The lack of measurable levels of AngII in aqueous humor samples may be explained by the absence of protease/peptidase inhibitors in the collection and storage of the samples. Thus AngI (DRVYIHPFHL) and AngII (DRVYIHPF) peptides can be cleaved to shorter angiotensin peptides [24]; to AngIII (RVYIHPF) or Ang(1-9) (DRVYIHPFH) or Ang(1-7) (DRVYIHP) [2]. For example, prolyl endopeptidase and prolyl carboxypeptidase can hydrolyze AngII to Ang(1-7). These alternative pathways of angiotensin degradation system are possible. In previous studies [4] intraocular AngII detection measurements were performed in pools consisting of different samples. It is also possible that the sensitivity of the used AngII assay was too weak in this study. Unfortunately, there is no reference to literature showing a rigorous assessment of these kits. Usually, ELISA methods are qualitative and quantitative but they need highly specific and sensitive antibodies. Because the sensitivity of the assays is strictly limited by the affinity between antibodies, peptides, and proteins, it is not possible in practice to accurately validate or tune assays.

Interestingly, subjects who used prostaglandin analogues as glaucoma medication had higher Ang(1-7) and ACE1 concentrations. In addition, the use of a combination of beta blocker + carbonic anhydrase inhibitor was associated with higher ACE1 concentrations. Due to the limited number of patients using glaucoma medications in the present study, these observations require further confirmation.


Angiotensin(1-7) and ACE2, the “hot spots” in the renin-angiotensin system, are found in the human aqueous humor. This supports the assumption that intraocular RAS may be involved in the regulation of IOP. This theory is further strongly supported by our very recent observation [25] on the expression of Mas-receptors in the retina and especially in the anterior part of the human eye.

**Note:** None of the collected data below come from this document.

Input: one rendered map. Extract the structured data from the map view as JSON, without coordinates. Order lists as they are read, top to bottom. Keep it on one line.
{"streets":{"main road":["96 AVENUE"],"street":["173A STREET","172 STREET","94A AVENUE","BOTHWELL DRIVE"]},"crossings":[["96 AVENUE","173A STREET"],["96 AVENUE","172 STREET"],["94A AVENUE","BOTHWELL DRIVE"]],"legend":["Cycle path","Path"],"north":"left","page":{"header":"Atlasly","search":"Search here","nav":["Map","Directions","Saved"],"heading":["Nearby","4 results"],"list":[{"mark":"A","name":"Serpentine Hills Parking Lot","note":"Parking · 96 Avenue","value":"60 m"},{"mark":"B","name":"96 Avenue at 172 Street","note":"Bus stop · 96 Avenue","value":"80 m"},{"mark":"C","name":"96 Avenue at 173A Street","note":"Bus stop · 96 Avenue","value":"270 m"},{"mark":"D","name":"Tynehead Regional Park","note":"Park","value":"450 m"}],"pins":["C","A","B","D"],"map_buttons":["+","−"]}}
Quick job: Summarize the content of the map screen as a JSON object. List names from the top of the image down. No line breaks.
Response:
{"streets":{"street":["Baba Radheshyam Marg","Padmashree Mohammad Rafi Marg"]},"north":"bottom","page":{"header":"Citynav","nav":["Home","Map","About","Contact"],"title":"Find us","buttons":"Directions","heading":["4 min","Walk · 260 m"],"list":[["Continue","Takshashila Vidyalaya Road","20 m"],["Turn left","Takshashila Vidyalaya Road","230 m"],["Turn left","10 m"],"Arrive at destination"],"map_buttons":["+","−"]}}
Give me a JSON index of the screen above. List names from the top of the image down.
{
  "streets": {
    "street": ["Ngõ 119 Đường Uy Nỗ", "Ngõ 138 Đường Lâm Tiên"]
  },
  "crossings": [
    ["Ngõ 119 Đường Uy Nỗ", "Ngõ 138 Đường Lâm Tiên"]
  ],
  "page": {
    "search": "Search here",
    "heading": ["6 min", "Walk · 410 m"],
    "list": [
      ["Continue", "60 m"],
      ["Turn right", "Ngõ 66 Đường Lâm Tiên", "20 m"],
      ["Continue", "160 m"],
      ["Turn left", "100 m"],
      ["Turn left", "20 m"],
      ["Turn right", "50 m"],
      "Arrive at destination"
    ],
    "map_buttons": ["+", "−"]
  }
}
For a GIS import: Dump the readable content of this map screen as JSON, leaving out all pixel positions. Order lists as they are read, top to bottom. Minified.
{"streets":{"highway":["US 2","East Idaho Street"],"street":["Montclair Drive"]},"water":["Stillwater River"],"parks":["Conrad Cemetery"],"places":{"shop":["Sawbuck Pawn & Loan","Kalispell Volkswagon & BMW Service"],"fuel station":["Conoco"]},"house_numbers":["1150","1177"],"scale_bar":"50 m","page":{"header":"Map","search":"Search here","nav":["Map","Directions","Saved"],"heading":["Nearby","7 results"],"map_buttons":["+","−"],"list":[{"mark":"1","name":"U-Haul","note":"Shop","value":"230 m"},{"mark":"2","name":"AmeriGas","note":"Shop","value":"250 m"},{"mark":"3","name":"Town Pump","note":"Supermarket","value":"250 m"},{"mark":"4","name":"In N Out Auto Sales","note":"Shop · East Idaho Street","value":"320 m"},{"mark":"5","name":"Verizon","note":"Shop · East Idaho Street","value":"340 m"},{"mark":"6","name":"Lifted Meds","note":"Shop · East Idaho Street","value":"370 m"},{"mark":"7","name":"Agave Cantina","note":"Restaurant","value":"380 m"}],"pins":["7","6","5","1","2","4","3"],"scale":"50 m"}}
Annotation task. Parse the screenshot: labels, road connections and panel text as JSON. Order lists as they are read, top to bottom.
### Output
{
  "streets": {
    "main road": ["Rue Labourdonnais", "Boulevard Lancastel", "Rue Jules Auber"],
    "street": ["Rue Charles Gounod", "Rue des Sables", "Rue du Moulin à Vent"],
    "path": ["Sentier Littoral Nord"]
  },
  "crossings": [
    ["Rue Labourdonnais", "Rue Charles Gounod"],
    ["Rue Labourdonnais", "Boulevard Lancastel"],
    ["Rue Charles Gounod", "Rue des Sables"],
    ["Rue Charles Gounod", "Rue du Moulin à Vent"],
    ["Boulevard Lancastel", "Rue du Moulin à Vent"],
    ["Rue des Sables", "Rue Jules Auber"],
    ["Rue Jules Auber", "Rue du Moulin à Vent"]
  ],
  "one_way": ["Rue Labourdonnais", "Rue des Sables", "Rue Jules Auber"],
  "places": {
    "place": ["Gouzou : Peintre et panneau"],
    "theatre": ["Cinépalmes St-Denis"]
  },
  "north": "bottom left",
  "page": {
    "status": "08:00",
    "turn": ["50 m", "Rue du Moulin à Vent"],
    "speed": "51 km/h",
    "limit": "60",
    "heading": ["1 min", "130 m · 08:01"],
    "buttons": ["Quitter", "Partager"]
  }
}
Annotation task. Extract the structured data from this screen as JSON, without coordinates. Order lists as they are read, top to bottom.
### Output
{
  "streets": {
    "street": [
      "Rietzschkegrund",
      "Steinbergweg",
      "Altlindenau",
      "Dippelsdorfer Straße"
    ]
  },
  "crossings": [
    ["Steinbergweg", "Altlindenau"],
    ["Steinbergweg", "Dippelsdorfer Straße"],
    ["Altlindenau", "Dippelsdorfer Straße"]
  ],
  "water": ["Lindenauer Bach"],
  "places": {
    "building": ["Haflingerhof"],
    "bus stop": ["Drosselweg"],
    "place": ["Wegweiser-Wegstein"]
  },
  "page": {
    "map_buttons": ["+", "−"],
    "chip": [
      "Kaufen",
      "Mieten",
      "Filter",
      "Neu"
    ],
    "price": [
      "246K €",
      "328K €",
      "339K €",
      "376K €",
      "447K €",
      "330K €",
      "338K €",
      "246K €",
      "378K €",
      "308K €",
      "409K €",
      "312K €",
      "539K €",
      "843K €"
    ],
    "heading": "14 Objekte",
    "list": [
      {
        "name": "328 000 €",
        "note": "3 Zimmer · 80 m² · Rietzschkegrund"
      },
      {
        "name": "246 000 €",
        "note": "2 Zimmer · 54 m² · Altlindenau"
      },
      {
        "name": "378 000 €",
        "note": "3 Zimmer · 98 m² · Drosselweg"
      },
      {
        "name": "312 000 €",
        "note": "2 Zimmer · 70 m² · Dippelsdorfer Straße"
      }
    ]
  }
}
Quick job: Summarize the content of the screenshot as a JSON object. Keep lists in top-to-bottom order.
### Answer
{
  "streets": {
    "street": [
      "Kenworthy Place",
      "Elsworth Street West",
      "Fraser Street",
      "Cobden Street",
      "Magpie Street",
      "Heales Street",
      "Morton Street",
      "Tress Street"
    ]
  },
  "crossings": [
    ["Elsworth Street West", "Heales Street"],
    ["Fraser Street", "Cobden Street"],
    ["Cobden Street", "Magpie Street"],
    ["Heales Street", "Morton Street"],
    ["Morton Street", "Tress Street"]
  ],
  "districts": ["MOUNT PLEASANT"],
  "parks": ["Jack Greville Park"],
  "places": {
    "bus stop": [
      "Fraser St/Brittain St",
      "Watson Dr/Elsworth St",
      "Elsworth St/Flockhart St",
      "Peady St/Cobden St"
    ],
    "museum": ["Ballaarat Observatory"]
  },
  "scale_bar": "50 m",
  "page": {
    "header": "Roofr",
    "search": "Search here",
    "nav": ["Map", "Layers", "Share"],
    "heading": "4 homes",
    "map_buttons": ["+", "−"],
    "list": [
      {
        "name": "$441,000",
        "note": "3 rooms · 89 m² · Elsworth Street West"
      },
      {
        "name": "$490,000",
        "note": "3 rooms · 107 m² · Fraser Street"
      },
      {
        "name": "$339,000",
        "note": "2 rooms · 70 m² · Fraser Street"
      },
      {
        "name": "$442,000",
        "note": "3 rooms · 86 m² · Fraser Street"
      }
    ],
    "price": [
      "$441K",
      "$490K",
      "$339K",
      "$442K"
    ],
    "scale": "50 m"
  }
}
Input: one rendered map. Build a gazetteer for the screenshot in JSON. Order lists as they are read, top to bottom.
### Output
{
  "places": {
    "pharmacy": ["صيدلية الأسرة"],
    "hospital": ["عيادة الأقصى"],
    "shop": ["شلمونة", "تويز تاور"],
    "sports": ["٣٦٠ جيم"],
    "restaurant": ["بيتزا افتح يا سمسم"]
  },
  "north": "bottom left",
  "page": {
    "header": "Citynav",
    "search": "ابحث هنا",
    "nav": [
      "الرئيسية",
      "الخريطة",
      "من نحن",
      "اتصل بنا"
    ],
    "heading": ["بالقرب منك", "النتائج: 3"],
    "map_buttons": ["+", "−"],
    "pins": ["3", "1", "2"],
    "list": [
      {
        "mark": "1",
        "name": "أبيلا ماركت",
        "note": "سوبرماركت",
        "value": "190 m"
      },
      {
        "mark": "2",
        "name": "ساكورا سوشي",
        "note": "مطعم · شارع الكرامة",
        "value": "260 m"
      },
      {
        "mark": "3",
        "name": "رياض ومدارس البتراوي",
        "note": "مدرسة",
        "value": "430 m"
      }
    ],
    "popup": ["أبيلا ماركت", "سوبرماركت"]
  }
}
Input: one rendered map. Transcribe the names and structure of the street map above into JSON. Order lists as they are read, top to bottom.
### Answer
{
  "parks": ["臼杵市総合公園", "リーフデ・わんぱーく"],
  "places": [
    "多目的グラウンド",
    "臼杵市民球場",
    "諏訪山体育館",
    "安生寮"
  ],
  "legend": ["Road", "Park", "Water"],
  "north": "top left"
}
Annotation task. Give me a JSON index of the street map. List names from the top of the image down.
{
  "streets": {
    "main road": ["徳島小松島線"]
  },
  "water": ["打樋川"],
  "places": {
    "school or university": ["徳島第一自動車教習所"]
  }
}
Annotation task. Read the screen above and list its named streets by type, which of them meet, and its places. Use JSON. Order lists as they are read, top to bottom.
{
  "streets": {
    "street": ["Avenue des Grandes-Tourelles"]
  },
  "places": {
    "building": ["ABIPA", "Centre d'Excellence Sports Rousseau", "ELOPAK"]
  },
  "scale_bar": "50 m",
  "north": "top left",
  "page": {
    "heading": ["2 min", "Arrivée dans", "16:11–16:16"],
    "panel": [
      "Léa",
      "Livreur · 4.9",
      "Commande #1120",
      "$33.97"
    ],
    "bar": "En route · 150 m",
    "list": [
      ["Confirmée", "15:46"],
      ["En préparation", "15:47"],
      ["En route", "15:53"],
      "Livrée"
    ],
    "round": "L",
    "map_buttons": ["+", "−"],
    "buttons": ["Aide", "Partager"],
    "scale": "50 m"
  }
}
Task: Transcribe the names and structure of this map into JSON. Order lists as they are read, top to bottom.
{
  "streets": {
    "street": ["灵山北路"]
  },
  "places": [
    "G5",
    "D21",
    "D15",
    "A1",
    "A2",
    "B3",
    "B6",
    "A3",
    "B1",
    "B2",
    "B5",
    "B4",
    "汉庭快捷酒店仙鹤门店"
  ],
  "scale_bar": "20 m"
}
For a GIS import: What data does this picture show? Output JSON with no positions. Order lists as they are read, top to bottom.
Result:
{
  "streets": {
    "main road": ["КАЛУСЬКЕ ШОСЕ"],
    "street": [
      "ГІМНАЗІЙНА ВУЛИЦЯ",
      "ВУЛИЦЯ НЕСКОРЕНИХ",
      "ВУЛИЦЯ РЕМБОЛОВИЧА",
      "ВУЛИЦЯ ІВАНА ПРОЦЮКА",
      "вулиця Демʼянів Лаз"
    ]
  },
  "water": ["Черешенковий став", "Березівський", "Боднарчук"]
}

The authors confirm that this article content has no conflict of interest.


The authors wish to thank the great team in the operating theater of the Eye Center at Tampere University Hospital, especially nurses Ms Anja Korpiaho, Ms Michiko Franzen and Ms Sirpa Arvonen. The authors thank the Päivikki and Sakari Sohlberg Foundation, the Eye Foundation, the Glaucoma Research Foundation Lux and the Foundation for Clinical Chemistry Research for supporting the study.